Friday, May 18, 2007

vignette: the giant's shadow

The three people on the streets below who witnessed the shocking death of Picaro Marviloso that night would all agree that a higante had come to Ciudad, plucked the poet from his balcony, twisted his head between its massive fingers then hurled the man thirty feet to the ground below – after all, what else but a giant could cast so tremendous a shadow that all three swore to seeing?

“I know it sounds absurd but that is what we saw,” the flustered man repeated. “I know you don’t believe us,” he muttered miserably.

Veronica Bunsong-Bu’an, the detective-in-charge, shook her head and finished taking the last of the witnesses’ statements. She had been summoned only minutes after the murder and had lost no time in finding her way to the site of the crime. She had looked carefully at the remains of Picaro Marviloso and ascertained that he was dead before he struck the ground, his head cruelly twisted from back to front.

The Tiq’Barang stretched to her full height and fought off her fatigue. Like most of her race she could endure more than men, but when Tiq’Barang tire, they needed to rest longer than anyone, and Veronica had just returned from an especially long investigation in the Ispancialo garrisons in the dark north. She absentmindedly rubbed the end of her equine snout and took some time to review what she had already noted.

To the eyes of any man, Veronica Bunsong-Bu’an was a creature of contrasts.
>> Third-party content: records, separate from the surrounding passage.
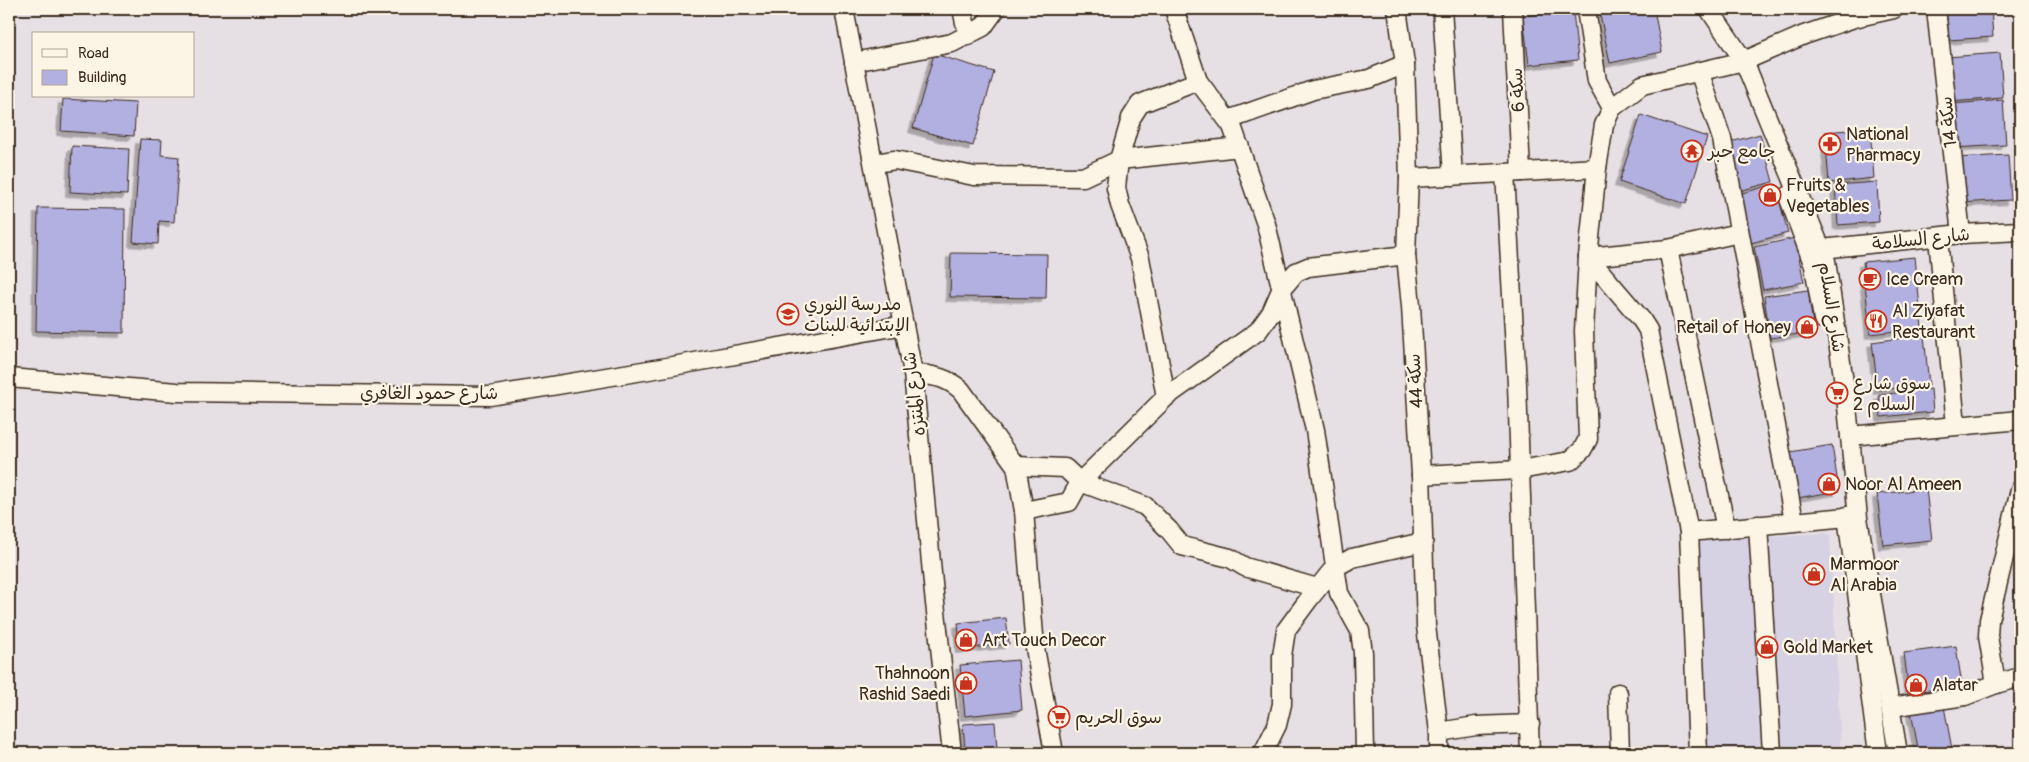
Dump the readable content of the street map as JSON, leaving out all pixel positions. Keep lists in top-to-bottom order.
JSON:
{
  "streets": {
    "street": [
      "سكة 6",
      "سكة 14",
      "شارع السلامة",
      "شارع السلام",
      "سكة 44",
      "شارع حمود الغافري",
      "شارع المنتزه"
    ]
  },
  "crossings": [
    ["سكة 14", "شارع السلامة"],
    ["شارع السلامة", "شارع السلام"],
    ["شارع حمود الغافري", "شارع المنتزه"]
  ],
  "places": {
    "pharmacy": ["National Pharmacy"],
    "temple": ["جامع حبر"],
    "shop": [
      "Fruits & Vegetables",
      "Retail of Honey",
      "Noor Al Ameen",
      "Marmoor Al Arabia",
      "Art Touch Decor",
      "Gold Market",
      "Thahnoon Rashid Saedi",
      "Alatar"
    ],
    "cafe": ["Ice Cream"],
    "school or university": ["مدرسة النوري الإبتدائية للبنات"],
    "restaurant": ["Al Ziyafat Restaurant"],
    "supermarket": ["سوق شارع السلام 2", "سوق الحريم"]
  },
  "legend": ["Road", "Building"]
}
She was indisputably beautiful (her cropped fur was the hue of light kapé that darkened to the purest tsokolate towards her hands and hooves), but her intimidating size and scale dwarfed the tallest of men. She stood almost ten feet tall and the cloak of the guardia civil did little to hide her massive shoulders, yet her eyes, a pale liquid grey, betrayed an air of kindness, and her voice was rarely raised above the barest of whispers.

She was raised in the faith of the Ispancialo and rose quietly up the ranks of the clergy. Her inquisitive mind and natural powers of observation and deduction earned her the position of ecclesiastical investigadór, responsibly handling sensitive internal matters that the Church preferred to remain secret, earning a reputation for solving the impossible, until that particular night when she had to make a painful choice between loyalty and truth.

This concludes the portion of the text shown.